◆ **Work instructions**
This exercise asks for an exact copy of every entry below, with pictures omitted.

[[ Data for processing, beginning ]]

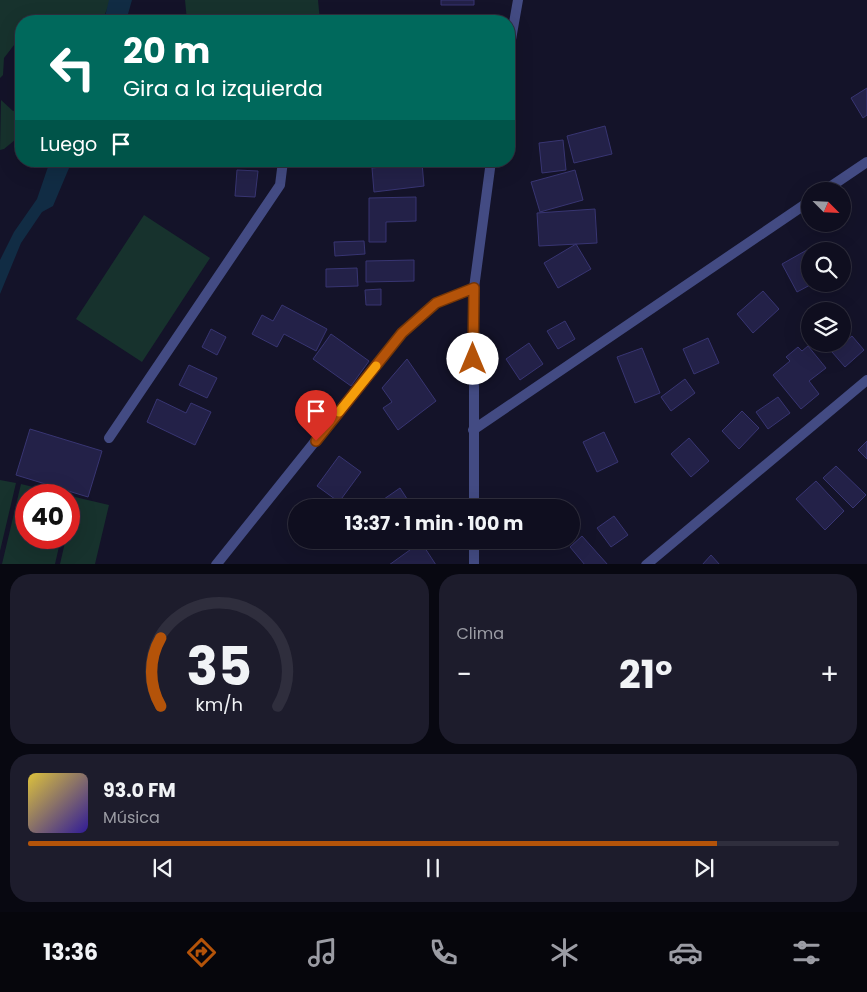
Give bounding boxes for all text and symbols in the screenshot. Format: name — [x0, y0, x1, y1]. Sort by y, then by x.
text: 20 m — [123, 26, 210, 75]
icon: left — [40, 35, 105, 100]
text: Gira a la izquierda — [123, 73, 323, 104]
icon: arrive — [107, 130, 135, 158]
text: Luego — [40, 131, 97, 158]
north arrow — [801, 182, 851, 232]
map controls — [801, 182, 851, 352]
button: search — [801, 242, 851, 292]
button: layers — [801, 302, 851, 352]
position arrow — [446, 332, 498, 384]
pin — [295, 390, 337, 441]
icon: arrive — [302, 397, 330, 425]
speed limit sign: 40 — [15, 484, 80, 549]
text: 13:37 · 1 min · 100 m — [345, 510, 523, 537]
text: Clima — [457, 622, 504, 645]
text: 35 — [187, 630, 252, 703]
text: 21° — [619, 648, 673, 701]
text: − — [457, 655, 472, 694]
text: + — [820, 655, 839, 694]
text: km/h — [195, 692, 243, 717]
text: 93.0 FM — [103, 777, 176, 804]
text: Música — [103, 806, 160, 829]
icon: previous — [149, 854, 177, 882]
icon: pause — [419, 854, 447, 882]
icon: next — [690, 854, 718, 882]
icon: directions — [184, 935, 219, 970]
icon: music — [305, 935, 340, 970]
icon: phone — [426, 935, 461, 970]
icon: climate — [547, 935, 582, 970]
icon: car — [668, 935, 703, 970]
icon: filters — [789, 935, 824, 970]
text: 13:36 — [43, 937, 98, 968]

[[ Data for processing, end ]]

◆ **Answer to this problem**
Give bounding boxes for all text and symbols in the screenshot. Format: name — [x0, y0, x1, y1]. Sort by y, then by x.
text: 20 m — [123, 26, 210, 75]
icon: left — [40, 35, 105, 100]
text: Gira a la izquierda — [123, 73, 323, 104]
icon: arrive — [107, 130, 135, 158]
text: Luego — [40, 131, 97, 158]
north arrow — [801, 182, 851, 232]
map controls — [801, 182, 851, 352]
button: search — [801, 242, 851, 292]
button: layers — [801, 302, 851, 352]
position arrow — [446, 332, 498, 384]
pin — [295, 390, 337, 441]
icon: arrive — [302, 397, 330, 425]
speed limit sign: 40 — [15, 484, 80, 549]
text: 13:37 · 1 min · 100 m — [345, 510, 523, 537]
text: Clima — [457, 622, 504, 645]
text: 35 — [187, 630, 252, 703]
text: 21° — [619, 648, 673, 701]
text: − — [457, 655, 472, 694]
text: + — [820, 655, 839, 694]
text: km/h — [195, 692, 243, 717]
text: 93.0 FM — [103, 777, 176, 804]
text: Música — [103, 806, 160, 829]
icon: previous — [149, 854, 177, 882]
icon: pause — [419, 854, 447, 882]
icon: next — [690, 854, 718, 882]
icon: directions — [184, 935, 219, 970]
icon: music — [305, 935, 340, 970]
icon: phone — [426, 935, 461, 970]
icon: climate — [547, 935, 582, 970]
icon: car — [668, 935, 703, 970]
icon: filters — [789, 935, 824, 970]
text: 13:36 — [43, 937, 98, 968]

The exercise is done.